> **Records shown**
• • • • •

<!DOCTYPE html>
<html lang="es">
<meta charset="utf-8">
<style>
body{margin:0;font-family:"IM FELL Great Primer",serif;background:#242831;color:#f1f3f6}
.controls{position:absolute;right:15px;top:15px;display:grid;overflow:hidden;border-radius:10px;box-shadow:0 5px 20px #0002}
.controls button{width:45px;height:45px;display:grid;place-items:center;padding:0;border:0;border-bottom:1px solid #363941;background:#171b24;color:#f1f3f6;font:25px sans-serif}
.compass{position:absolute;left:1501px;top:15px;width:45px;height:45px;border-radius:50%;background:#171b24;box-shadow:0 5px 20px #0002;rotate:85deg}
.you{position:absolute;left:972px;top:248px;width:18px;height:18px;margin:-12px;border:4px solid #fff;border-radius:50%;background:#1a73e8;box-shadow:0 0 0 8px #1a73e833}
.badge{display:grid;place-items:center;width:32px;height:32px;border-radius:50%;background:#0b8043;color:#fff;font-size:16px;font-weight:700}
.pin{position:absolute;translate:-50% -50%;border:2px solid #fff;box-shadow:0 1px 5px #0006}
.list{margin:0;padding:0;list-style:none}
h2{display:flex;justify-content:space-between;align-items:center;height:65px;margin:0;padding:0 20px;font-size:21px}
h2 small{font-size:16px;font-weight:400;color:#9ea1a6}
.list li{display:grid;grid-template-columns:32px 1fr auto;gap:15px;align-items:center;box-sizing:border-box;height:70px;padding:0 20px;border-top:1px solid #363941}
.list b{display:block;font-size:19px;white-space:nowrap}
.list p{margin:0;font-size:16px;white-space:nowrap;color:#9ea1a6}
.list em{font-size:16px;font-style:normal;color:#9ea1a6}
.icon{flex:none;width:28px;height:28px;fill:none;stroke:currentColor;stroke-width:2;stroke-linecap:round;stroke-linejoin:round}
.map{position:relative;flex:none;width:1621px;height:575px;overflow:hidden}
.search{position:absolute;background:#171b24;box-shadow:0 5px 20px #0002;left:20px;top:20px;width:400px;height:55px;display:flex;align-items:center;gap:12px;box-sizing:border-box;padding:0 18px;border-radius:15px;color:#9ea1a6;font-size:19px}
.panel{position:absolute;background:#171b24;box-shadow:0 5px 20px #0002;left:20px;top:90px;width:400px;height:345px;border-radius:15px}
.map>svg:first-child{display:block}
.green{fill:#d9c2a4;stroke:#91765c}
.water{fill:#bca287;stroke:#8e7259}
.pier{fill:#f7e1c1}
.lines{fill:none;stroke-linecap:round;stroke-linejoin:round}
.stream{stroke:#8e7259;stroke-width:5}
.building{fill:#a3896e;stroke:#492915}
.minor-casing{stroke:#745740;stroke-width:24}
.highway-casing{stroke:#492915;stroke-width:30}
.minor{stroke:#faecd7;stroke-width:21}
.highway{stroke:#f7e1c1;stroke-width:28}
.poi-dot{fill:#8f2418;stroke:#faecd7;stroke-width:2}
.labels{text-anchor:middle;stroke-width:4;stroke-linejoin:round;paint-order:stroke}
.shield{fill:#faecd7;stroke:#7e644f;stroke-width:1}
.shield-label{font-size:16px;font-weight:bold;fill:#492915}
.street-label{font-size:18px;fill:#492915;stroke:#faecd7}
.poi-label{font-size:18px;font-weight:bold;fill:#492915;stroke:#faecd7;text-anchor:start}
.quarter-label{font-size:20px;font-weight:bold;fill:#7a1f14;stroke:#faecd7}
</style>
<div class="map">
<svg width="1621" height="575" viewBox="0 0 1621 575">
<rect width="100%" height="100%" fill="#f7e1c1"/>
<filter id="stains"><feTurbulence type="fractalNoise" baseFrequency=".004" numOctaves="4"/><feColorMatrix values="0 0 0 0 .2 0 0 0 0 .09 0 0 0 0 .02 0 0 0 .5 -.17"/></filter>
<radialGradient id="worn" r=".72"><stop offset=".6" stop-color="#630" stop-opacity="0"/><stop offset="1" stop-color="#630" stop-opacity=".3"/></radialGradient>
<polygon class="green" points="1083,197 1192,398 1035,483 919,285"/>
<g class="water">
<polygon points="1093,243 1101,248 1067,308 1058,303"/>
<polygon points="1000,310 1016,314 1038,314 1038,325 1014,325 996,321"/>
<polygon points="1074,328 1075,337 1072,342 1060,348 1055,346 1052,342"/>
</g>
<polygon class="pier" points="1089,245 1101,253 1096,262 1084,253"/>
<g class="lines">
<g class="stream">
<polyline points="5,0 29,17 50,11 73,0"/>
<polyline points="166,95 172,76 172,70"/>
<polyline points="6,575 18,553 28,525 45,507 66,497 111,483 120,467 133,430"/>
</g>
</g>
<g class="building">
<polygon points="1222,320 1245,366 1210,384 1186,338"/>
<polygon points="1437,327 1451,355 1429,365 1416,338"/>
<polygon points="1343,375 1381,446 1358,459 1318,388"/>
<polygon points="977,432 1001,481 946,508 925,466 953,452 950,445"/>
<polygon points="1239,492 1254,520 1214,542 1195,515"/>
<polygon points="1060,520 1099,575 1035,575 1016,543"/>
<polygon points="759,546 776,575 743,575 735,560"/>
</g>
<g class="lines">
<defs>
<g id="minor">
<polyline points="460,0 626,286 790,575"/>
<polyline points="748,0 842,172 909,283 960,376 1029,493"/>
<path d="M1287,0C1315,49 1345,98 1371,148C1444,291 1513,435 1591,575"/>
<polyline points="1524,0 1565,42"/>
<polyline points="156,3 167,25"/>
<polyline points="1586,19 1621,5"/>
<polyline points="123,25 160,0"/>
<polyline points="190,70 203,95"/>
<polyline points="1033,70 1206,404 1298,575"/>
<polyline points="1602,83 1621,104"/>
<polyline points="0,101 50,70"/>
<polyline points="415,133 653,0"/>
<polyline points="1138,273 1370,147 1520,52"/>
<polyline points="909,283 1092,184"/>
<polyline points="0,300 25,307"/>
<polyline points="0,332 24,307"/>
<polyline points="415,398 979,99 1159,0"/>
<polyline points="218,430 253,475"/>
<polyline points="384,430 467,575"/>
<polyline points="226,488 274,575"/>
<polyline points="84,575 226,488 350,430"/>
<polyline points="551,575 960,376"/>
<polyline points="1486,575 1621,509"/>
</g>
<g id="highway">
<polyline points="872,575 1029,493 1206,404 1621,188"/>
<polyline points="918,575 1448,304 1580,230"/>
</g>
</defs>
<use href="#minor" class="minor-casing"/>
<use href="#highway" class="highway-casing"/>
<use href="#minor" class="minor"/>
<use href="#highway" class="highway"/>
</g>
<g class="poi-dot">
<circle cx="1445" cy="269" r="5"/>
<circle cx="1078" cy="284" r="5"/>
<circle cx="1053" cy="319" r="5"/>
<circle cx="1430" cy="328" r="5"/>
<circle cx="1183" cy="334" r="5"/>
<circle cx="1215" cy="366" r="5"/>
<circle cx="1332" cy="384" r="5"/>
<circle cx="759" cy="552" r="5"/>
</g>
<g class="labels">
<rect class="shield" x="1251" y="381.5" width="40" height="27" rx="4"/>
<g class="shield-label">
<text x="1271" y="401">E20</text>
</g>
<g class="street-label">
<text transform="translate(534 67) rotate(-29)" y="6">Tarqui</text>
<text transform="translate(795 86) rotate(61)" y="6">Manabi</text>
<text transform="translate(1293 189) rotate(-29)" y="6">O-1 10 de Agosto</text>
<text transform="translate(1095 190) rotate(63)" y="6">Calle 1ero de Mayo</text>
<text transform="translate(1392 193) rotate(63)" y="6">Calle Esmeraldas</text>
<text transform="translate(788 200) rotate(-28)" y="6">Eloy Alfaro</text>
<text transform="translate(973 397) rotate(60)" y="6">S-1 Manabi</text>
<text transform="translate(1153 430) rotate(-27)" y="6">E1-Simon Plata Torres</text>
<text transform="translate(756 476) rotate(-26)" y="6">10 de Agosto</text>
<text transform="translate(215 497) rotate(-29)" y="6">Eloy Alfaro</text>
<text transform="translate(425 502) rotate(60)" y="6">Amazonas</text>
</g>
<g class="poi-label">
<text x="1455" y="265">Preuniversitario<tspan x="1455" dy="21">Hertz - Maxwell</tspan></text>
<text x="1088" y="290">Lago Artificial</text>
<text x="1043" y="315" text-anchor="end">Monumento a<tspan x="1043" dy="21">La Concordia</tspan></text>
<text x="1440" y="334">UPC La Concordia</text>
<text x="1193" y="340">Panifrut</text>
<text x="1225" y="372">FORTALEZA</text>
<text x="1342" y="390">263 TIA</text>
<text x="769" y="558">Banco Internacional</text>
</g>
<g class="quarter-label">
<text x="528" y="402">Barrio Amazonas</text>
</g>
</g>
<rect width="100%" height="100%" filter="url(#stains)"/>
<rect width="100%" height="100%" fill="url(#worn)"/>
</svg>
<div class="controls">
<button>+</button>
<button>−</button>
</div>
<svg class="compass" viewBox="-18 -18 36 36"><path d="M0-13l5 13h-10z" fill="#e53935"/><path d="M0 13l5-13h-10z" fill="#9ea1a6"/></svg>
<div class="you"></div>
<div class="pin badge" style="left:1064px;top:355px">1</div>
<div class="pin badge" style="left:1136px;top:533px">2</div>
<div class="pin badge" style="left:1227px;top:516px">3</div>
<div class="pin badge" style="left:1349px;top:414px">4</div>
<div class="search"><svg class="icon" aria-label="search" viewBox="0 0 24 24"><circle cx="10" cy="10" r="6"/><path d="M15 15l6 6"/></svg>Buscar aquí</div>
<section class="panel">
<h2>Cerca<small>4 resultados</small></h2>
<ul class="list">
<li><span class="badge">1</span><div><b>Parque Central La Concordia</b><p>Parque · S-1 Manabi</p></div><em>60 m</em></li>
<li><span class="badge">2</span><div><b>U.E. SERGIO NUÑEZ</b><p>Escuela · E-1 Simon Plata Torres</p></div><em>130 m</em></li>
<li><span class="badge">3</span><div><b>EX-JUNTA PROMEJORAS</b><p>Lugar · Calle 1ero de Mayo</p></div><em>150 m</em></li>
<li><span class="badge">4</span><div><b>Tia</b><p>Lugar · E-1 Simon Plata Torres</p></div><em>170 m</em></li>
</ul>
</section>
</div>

• • • • •

Filter the entries above down to the lines that contain "compass".

> **Response to this task**
.compass{position:absolute;left:1501px;top:15px;width:45px;height:45px;border-radius:50%;background:#171b24;box-shadow:0 5px 20px #0002;rotate:85deg}
<svg class="compass" viewBox="-18 -18 36 36"><path d="M0-13l5 13h-10z" fill="#e53935"/><path d="M0 13l5-13h-10z" fill="#9ea1a6"/></svg>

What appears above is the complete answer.